The thrust rod is mainly divided into an I-shaped straight rod and a V-shaped rod according to the shape of the thrust rod, the I-shaped straight rod is widely applied, and the thrust rod mainly comprises a linear sleeve and rubber spherical hinges assembled at the two ends of the linear sleeve. In the actual running process of the thrust rod, the vehicle is mainly subjected to longitudinal pulling load when in traction and advancing, and is mainly subjected to torsion and deflection load when the vehicle body is subjected to jolt and steering, and the loading working condition is severe, so that the problems of deformation, fracture, pull-off of the ball heads at the two ends and the linear sleeve, rubber cracking and crushing in the rubber ball joint and the like of the thrust rod body are frequently caused in the using process, and the verification of various failures before the thrust rod flows into the market is particularly critical.
At present, most bench tests of the thrust rod assembly are only one-way loading verification, the working condition of compound loading of the thrust rod is less, and failure judgment is carried out on products in advance in order to simulate the loading working condition of a real vehicle of the thrust rod.

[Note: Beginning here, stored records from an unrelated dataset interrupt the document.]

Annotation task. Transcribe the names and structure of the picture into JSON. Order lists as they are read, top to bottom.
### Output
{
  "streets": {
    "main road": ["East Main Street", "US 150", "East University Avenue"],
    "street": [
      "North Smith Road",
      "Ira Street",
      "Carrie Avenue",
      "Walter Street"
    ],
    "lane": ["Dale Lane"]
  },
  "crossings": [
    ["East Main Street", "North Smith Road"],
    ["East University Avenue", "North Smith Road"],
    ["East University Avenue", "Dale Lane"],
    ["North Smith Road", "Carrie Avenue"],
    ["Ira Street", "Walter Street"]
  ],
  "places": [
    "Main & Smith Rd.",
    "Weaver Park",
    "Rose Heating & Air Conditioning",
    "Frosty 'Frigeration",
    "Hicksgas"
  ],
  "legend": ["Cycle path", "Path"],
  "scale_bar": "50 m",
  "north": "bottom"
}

Through searching, application number 202210428815.4 discloses an I-type thrust rod endurance test device and an installation and use method thereof, the whole device meets the requirement that torsional load is applied when force is longitudinally applied to a thrust rod, but the application of torsional force is only transferred to a spherical hinge at one end of the thrust rod, and the application of torsional force is not performed on the spherical hinges at two ends at the same time, but in the actual process, the spherical hinges at two ends of the thrust rod are subjected to the action of torsional load at the same time, so that the deviation of a test result is larger.
The application number 201810015142.3 discloses a radial combined loading bench test fixture for a thrust rod, and the whole device meets the requirements that a load is applied in a deflection direction when a force is longitudinally applied to the thrust rod, but the load in the deflection direction is only applied to one end spherical hinge, and the working condition of realizing torsion loading while longitudinal loading is not involved.
In conclusion, how to design the durability test bench for longitudinal and torsion combined loading has important practical significance and economic value in actual production.
Disclosure of Invention
Aiming at the defects of the prior art, the utility model designs the I-type thrust rod composite loading durability bench test device which simulates the actual operation stress working condition of the thrust rod assembly on the frame by simultaneously loading the longitudinal and torsion combination of the thrust rod assembly.
In order to solve the technical problems, the utility model adopts the following technical scheme:
the utility model discloses a composite loading durability bench test device for an I-shaped thrust rod, which comprises a longitudinal loading unit and a torsion unit for coordinated loading, wherein the longitudinal loading unit is arranged at two ends of the thrust rod and is used for applying a pulling force to the thrust rod in a vertical direction; the torsion unit extends from the spherical hinges at the two ends of the thrust rod and is arranged on one side of the thrust rod so as to drive the spherical hinges at the two ends of the thrust rod to change angles, and the fatigue test of the torsion angle is realized.
The I-type thrust rod composite loading durability bench test device combines a longitudinal loading test and a torsion test, adopts a longitudinal loading unit and a torsion unit to coordinate loading, and is mutually independent and noninterfere, thereby ensuring the reliability of the test. Wherein, the longitudinal loading unit: the longitudinal reciprocating motion of the thrust rod is implemented and transmitted by connecting a longitudinal electrohydraulic servo coordination loading test system with a mounting bearing fixing seat; torsion unit: the torsion reciprocating motion is implemented and transmitted by the transverse connection of the torsion electrohydraulic servo coordination loading test system and the torsion loading force transmission frame.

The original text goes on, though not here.